There is a lot of information available – perhaps just the amount of available information is so great that it keeps us from using data in deciding what to do. There is an article titled “Nine Ignored Trends That Will Shape The Future” at this link.
I turn the radio on when I drive – usually I settle for the bird sounds at home, interrupted by BN’s trains a mile away, or vehicles along Fortine Creek Road. I can’t make it to Kalispell without hearing a kindly physician voice explaining why we won’t provide opioids to people in pain . . . and I think how fortunate I was to go through colon cancer before this ban – and the trends article shows this graph:

The explanation doesn’t address the prescription drug overdoses the radio physician describes:
“1. The Silent Fentanyl Pandemic
• Overdose is the leading cause of death in under 45’s (Replacing suicide)
• Covid killed 8,900 young people in 2020. Overdoses killed 49,000. (2/3rds Fentanyl)
• In 2022, police seized enough Fentanyl to kill every adult and child in America”
If two thirds of the overdose deaths are Fentanyl, those ad dollars aren’t going in the right place.

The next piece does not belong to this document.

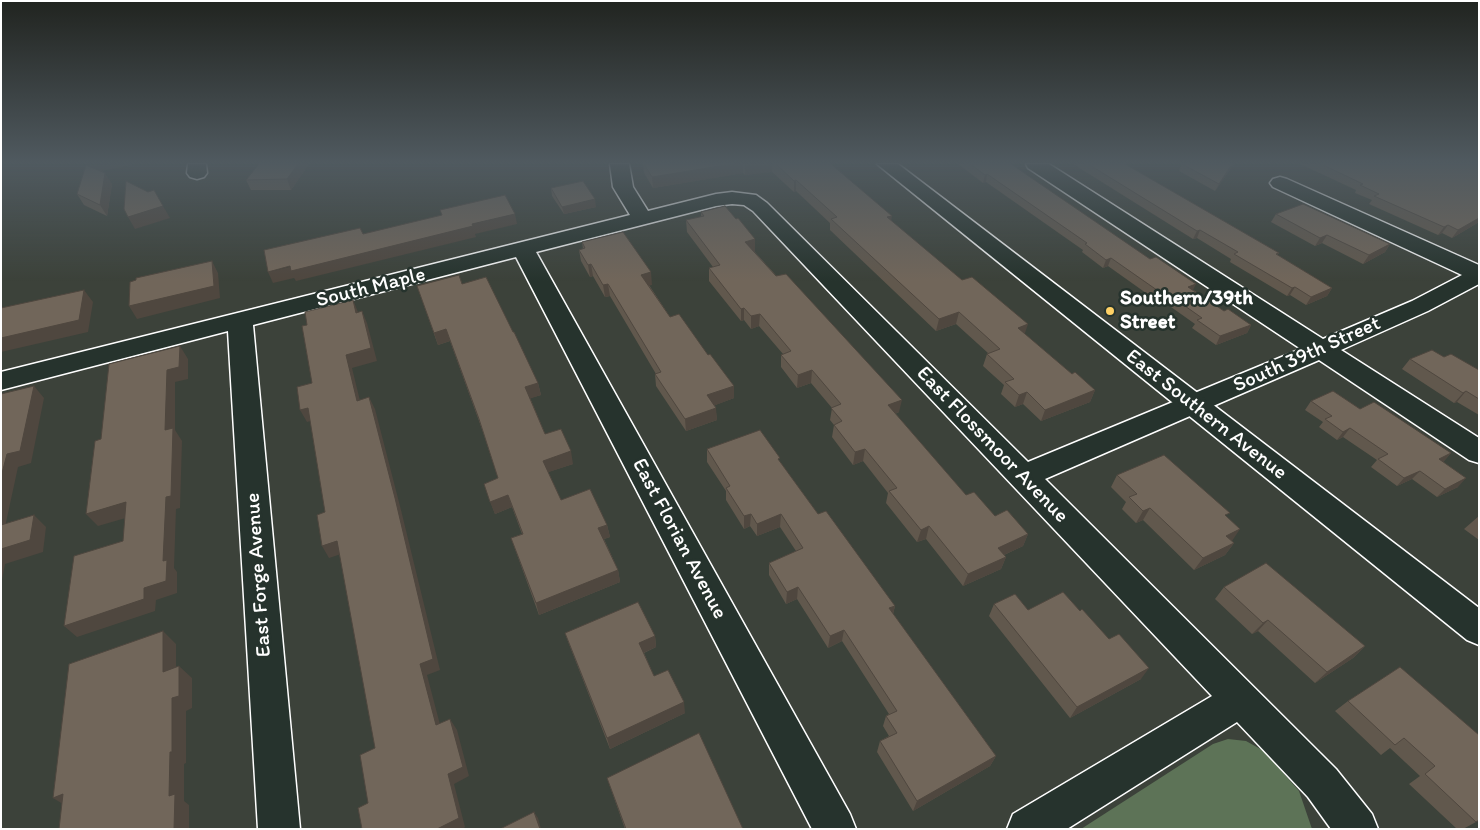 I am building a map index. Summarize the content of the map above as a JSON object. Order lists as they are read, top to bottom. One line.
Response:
{"streets":{"street":["South Maple","South 39th Street","East Southern Avenue","East Flossmoor Avenue","East Florian Avenue","East Forge Avenue"]},"crossings":[["South Maple","East Florian Avenue"],["South Maple","East Forge Avenue"],["South 39th Street","East Southern Avenue"],["South 39th Street","East Flossmoor Avenue"]],"places":["Southern/39th Street"]} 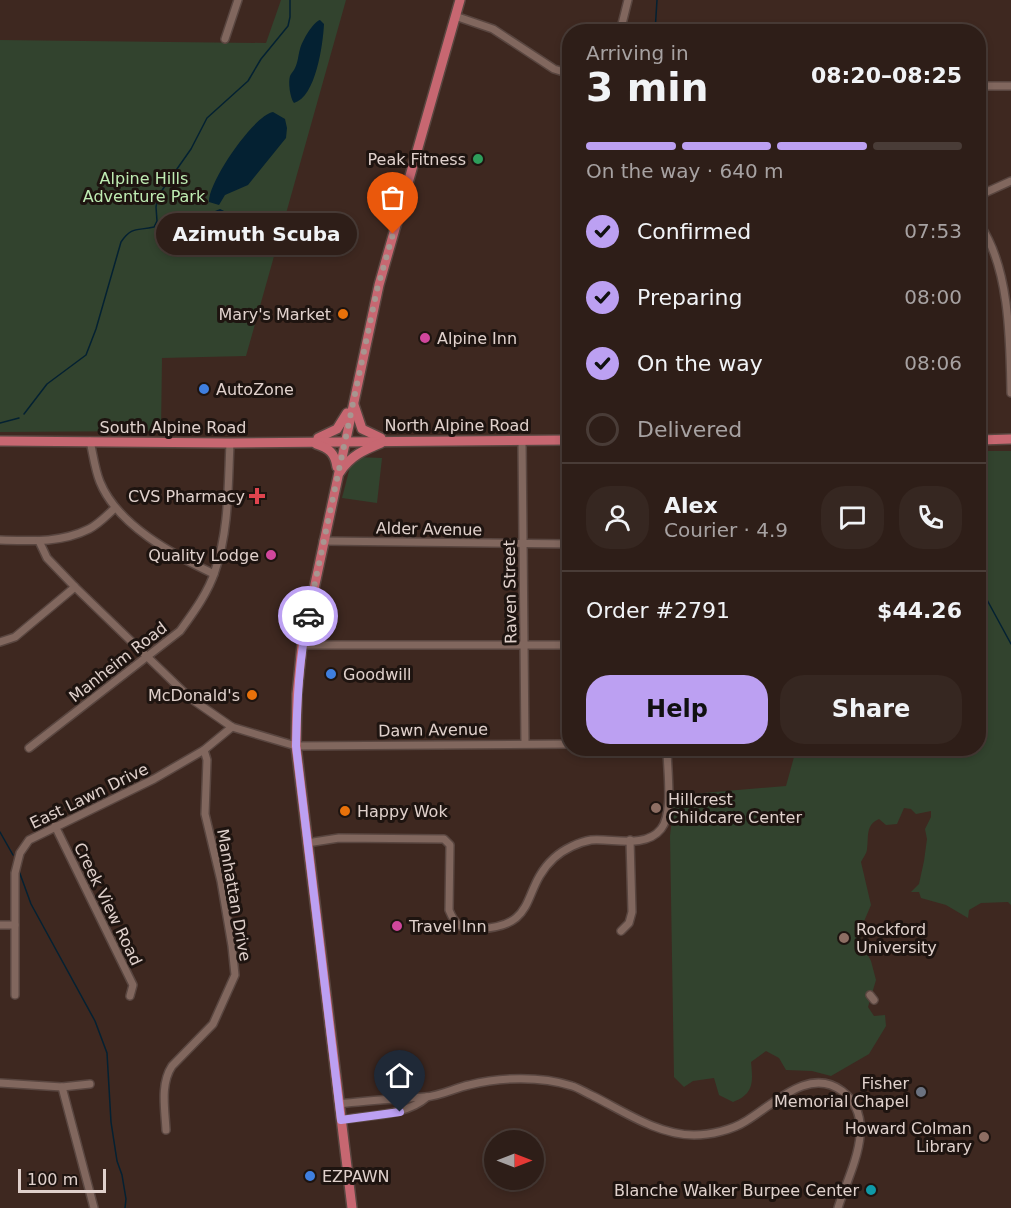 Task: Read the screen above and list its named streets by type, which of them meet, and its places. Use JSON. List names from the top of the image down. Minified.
{"streets":{"main road":["North Alpine Road","South Alpine Road"],"street":["Alder Avenue","Raven Street","Manheim Road","Dawn Avenue","East Lawn Drive","Manhattan Drive","Creek View Road"]},"crossings":[["North Alpine Road","South Alpine Road"],["North Alpine Road","Raven Street"],["South Alpine Road","Manheim Road"],["Alder Avenue","Raven Street"],["Raven Street","Dawn Avenue"],["Manheim Road","Dawn Avenue"],["Dawn Avenue","East Lawn Drive"],["East Lawn Drive","Manhattan Drive"],["East Lawn Drive","Creek View Road"]],"parks":["Alpine Hills Adventure Park"],"places":{"other":["Peak Fitness","Azimuth Scuba","Mary's Market","Alpine Inn","AutoZone","Quality Lodge","Goodwill","McDonald's","Hillcrest Childcare Center","Happy Wok","Travel Inn","Rockford University","Fisher Memorial Chapel","Howard Colman Library","EZPAWN","Blanche Walker Burpee Center"],"health":["CVS Pharmacy"]},"scale_bar":"100 m","north":"right","page":{"heading":["3 min","Arriving in","08:20–08:25"],"panel":["Alex","Courier · 4.9","Order #2791","$44.26"],"bar":"On the way · 640 m","list":[["Confirmed","07:53"],["Preparing","08:00"],["On the way","08:06"],"Delivered"],"bubble":"Azimuth Scuba","buttons":["Help","Share"],"scale":"100 m"}}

I’m on the local school board. If anyone ever tells you it’s a thankless job, they’re right. The link has a couple of charts that demonstrate spots where it looks like public education isn’t dealing with the trends:


There are more, ranging from demography and fertility through economics. It’s worth clicking the link and spending a couple of moments thinking about where the trends are heading. Fentanyl isn’t a concern to me. I think I can explain the decline in GRE scores by citing the increased enrollment in graduate schools – and I recall that ten years ago, I listened to a presentation lauding the fact that 56% of our high school graduates were headed to college . . . that superintendent never wondered why 6/56ths (10.7%) of our college bound high school graduates were below the mean.